= Saleh Abubakar =

Nigerian Public Servant

Saleh Abubakar (born November 27, 1958) is a Nigerian civil servant and administrator. He is the current Director-General of the National Agency for the Great Green Wall (NAGGW), appointed in July 2024 by President Bola Tinubu. He previously served as the Head of the Civil Service of Yobe State and has held various administrative roles in the Yobe State Government.

== Early life and education ==
Saleh Abubakar was born in Gashu'a, Bade Local Government Area, Yobe State, Nigeria. He attended Central Primary School, Gashu'a (1965–1972) and later studied at General Murtala Mohammed College (GMMC), Yola (1972–1976). He completed a pre-degree program at the School of Basic Studies, Zaria (1977–1978) before earning a Bachelor of Science (B.Sc.) in Political Science from Ahmadu Bello University, Zaria in 1982.

== Career ==

=== Early career ===
Abubakar began his career in the Borno State Civil Service in 1983. In 1984, he joined the Ministry of External Affairs (now the Ministry of Foreign Affairs).
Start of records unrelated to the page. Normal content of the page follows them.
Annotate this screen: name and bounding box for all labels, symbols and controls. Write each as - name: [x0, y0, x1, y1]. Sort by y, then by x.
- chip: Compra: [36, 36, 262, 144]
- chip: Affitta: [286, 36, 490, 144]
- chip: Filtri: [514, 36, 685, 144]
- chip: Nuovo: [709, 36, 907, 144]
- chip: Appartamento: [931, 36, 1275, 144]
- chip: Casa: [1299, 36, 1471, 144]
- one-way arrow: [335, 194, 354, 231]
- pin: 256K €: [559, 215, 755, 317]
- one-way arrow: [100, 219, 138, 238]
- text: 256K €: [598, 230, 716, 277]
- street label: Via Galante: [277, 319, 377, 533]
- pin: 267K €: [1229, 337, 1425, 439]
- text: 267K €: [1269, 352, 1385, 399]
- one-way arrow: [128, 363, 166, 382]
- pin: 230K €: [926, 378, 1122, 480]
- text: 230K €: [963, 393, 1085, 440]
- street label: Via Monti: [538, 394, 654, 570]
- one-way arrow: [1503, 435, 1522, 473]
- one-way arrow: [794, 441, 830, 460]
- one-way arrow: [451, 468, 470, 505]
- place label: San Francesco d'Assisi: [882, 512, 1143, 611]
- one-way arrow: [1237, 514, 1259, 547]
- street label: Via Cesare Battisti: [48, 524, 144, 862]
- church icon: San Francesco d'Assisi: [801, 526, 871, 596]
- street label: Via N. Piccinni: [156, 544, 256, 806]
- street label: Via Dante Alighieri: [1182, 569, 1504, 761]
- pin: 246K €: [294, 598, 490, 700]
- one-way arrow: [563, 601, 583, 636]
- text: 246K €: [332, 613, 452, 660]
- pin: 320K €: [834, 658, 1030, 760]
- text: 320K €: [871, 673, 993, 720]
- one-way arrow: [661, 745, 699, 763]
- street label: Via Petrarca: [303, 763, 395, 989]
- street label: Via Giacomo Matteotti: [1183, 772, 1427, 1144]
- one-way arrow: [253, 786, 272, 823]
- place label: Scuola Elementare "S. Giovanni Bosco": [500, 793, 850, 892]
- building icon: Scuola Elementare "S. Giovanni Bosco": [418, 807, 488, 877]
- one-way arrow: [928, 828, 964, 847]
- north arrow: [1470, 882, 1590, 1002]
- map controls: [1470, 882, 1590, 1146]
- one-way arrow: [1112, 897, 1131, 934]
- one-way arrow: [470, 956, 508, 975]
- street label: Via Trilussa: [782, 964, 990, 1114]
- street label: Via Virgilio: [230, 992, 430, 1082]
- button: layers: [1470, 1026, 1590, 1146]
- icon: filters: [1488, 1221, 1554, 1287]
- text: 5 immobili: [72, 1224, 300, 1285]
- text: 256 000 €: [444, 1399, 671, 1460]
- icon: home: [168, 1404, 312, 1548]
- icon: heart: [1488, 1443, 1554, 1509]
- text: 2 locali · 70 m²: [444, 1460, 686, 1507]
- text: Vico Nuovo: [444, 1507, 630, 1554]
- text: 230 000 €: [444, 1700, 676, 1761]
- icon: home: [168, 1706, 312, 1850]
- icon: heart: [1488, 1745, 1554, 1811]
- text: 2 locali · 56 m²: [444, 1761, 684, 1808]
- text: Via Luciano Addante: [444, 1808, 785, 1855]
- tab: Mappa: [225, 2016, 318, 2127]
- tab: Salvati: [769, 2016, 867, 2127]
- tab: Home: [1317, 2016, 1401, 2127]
He returned to the Borno State Civil Service in 1989 as an Administrative Officer.

=== Yobe State Civil Service ===
Following the creation of Yobe State in 1991, Abubakar was appointed Director of Political Affairs in the Governor’s Office. He later served as:

- Director of Administration, Governor’s Office (1995)
- Deputy Permanent Secretary, Administration (1999)
- Deputy Permanent Secretary, Ministry of Land and Survey (2004)
- Deputy Permanent Secretary, Administration, Governor’s Office (2006)
- Permanent Secretary/Chief of Staff to the Governor (2007–2017)

=== Head of Civil Service (Yobe State) ===
On April 4, 2017, Abubakar was appointed as the Head of the Civil Service of Yobe State by Governor Ibrahim Gaidam. He succeeded Alhaji Dauda Yahaya, who retired from the position.

=== Director-General of the National Agency for the Great Green Wall ===
In July 2024, President Bola Tinubu appointed Abubakar as the Director-General of the National Agency for the Great Green Wall (NAGGW). The agency is responsible for implementing Nigeria’s initiatives to combat desertification and promote sustainable land management.